The agriculture industry has rarely been hit by so much change all at once, but change often breeds opportunity, especially for savvy farmers who can spot them. We finally have a Brexit deal and from a fertiliser market perspective, this means that UK farmers will still benefit from a competitive market as tariffs won’t be applied to imported product.
But Brexit will also bring an end to the basic payment scheme, pushing farmers to explore how they can do more, with less. At the same time, the industry faces pressure to adopt more sustainable farming practices.
There are opportunities for farmers to explore such as the proposed Environmental Land Management Scheme (ELMS) which is currently going through a pilot phase ready for a 2024 roll-out.

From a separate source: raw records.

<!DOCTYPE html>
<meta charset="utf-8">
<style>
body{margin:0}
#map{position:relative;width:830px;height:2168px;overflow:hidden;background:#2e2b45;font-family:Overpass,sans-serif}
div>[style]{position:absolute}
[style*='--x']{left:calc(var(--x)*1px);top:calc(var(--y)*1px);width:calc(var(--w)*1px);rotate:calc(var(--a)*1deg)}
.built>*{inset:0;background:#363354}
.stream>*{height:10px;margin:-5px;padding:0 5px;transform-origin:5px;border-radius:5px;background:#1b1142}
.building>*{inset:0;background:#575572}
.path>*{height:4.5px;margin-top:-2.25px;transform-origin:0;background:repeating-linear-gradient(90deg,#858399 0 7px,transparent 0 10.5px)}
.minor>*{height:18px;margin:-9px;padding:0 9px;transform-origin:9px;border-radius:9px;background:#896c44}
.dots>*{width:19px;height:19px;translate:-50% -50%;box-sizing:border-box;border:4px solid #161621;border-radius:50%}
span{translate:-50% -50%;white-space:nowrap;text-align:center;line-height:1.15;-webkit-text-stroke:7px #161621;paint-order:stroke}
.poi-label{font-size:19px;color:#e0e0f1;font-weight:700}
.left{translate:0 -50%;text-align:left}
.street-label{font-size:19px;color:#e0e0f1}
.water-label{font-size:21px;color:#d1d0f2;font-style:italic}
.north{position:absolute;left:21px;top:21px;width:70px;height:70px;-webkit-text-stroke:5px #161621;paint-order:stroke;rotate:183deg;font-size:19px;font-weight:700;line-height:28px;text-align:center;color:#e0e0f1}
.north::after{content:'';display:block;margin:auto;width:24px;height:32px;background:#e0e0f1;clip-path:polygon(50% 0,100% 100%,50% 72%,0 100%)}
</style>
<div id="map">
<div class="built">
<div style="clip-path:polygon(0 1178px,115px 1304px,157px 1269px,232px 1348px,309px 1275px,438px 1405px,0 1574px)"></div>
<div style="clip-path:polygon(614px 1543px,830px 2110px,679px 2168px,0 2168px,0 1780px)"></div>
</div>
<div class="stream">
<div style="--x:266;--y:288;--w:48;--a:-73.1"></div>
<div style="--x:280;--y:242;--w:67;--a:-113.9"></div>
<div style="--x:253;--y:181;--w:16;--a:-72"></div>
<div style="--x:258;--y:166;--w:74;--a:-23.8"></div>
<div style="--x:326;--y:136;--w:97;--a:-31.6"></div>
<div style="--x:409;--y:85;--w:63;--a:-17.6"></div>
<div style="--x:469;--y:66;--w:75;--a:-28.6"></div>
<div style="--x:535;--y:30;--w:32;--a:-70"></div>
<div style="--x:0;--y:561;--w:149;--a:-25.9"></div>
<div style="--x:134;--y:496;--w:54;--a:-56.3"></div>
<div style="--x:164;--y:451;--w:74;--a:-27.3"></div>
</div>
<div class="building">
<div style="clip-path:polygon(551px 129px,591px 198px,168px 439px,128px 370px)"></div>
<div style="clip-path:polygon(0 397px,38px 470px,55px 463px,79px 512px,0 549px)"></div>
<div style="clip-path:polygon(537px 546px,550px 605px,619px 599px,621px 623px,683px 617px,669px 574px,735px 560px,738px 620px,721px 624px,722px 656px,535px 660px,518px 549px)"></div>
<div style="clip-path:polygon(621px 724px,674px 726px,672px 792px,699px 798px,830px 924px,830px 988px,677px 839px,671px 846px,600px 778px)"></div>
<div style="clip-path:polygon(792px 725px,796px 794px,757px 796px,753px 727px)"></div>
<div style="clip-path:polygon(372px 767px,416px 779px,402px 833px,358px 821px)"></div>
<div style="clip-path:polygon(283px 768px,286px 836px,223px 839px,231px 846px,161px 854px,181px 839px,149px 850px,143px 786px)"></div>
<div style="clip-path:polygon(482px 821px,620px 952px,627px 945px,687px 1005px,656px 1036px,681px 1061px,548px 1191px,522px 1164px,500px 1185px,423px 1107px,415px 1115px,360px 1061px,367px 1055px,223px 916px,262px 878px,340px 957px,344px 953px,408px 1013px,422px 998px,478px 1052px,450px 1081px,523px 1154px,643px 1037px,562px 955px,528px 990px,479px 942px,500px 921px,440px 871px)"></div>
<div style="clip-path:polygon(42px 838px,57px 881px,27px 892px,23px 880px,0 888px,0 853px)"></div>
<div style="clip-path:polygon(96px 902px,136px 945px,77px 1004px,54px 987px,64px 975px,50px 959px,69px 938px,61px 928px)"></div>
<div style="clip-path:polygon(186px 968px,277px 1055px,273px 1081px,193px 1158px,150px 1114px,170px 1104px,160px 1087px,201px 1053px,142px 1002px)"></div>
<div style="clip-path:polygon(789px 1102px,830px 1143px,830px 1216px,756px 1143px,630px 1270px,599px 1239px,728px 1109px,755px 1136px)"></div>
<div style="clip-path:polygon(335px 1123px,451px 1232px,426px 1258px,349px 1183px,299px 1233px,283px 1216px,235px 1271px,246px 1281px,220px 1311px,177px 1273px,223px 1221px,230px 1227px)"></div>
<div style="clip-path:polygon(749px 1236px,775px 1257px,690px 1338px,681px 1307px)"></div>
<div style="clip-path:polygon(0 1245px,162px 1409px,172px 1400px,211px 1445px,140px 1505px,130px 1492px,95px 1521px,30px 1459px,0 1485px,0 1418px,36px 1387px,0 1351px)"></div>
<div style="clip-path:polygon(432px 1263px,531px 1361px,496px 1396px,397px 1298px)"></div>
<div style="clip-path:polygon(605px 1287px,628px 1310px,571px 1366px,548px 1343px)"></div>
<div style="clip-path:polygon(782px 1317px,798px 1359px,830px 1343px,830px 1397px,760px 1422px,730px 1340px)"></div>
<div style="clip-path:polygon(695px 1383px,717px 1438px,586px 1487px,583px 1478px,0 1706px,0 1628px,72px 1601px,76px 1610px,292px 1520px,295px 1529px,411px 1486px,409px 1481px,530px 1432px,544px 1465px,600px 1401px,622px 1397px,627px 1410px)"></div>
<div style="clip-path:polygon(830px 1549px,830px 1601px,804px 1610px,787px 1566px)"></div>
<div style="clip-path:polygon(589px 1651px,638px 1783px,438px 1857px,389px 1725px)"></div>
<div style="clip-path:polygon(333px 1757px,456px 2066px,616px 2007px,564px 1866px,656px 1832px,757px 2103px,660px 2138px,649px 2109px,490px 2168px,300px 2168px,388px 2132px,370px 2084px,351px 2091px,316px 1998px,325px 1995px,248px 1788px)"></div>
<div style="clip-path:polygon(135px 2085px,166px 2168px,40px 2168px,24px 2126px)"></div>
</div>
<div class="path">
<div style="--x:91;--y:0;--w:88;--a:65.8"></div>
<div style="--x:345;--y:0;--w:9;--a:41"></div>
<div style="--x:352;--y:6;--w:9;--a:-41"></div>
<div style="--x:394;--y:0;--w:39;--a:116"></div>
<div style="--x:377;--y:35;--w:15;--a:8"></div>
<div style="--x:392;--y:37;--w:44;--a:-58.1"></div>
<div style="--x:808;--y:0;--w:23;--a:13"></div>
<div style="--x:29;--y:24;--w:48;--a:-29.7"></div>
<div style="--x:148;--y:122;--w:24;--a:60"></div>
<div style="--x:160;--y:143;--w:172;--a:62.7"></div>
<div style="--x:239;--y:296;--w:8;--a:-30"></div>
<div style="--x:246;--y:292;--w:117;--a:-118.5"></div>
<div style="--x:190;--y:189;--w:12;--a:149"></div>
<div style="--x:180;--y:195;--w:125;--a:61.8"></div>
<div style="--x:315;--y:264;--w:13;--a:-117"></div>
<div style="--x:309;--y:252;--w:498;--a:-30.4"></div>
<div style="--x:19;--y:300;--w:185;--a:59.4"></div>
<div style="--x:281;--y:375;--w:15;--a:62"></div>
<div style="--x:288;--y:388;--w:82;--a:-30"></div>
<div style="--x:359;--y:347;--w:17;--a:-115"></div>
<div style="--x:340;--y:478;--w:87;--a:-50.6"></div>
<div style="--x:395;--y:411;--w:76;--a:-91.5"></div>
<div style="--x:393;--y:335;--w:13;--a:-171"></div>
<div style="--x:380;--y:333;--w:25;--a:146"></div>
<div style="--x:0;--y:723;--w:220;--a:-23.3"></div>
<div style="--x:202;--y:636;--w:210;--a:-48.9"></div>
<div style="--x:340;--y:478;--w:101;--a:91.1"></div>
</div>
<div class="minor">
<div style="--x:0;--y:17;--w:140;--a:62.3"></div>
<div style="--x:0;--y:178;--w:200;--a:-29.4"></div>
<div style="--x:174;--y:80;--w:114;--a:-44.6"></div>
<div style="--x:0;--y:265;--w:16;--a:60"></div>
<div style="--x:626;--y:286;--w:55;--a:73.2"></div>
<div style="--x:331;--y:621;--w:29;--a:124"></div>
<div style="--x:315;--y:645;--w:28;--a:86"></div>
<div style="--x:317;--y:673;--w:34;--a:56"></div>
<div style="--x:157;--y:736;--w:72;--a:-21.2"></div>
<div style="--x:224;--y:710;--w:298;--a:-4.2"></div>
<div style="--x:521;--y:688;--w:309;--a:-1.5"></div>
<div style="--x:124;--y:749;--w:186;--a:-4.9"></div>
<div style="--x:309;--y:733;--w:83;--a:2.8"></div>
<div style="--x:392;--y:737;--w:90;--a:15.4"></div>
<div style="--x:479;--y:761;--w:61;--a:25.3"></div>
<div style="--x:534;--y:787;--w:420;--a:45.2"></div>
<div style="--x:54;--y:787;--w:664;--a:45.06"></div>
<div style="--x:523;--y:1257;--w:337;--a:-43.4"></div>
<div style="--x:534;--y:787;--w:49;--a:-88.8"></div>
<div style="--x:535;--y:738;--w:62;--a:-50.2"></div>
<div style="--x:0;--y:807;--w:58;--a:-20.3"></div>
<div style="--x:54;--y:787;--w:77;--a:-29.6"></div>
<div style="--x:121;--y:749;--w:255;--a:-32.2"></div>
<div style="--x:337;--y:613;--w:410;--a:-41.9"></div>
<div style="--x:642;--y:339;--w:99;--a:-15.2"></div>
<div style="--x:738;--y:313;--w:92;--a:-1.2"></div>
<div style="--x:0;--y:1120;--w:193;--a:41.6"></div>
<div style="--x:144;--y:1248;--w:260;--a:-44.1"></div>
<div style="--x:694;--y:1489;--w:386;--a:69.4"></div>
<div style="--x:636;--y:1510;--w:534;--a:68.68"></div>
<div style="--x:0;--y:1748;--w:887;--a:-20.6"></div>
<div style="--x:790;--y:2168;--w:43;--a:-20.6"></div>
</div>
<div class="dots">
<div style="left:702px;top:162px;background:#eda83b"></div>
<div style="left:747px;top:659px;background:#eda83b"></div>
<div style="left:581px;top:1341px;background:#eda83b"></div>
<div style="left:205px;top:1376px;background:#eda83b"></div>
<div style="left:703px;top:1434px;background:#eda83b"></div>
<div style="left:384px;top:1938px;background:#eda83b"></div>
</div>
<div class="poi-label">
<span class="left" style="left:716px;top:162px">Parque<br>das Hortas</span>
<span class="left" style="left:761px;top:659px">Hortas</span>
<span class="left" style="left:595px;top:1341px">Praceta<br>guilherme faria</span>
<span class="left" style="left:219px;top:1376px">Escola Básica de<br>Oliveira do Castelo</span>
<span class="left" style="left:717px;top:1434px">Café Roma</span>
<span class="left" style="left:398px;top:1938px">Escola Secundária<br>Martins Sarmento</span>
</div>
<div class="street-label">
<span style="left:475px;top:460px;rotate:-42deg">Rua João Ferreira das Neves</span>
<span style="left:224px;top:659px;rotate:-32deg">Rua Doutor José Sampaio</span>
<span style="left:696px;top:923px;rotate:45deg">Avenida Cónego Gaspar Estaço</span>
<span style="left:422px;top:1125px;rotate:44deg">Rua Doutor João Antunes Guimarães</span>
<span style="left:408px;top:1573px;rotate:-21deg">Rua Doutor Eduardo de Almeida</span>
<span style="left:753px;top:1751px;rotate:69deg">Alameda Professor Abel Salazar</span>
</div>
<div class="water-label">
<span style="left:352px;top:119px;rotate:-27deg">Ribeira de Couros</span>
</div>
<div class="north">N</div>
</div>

Ultimately, ELMS seeks to pay farmers for delivering on environmental priorities such as a reduction in emissions, cleaner water and environmental hazard protection.
To navigate their way through these challenges and take advantage of new opportunities it is becoming more important than ever to adopt precision agronomy practices. Accuracy in land management will help farmers increase productivity, decrease costs, maximise profitability and protect the environment.
Fertiliser can present a conundrum for farmers. There is no arguing that nitrogen fertiliser plays a key role in enhancing food production to feed a growing global population. But overuse leads to soil, air and water pollution, not to mention leaving a dent in your bank balance. There’s a balance to be struck and as Natalie Wood, Country Agronomist Arable at Yara, says: “Farmers will have to increase their efficiency by doing more with less. The key to this is precision agronomy.”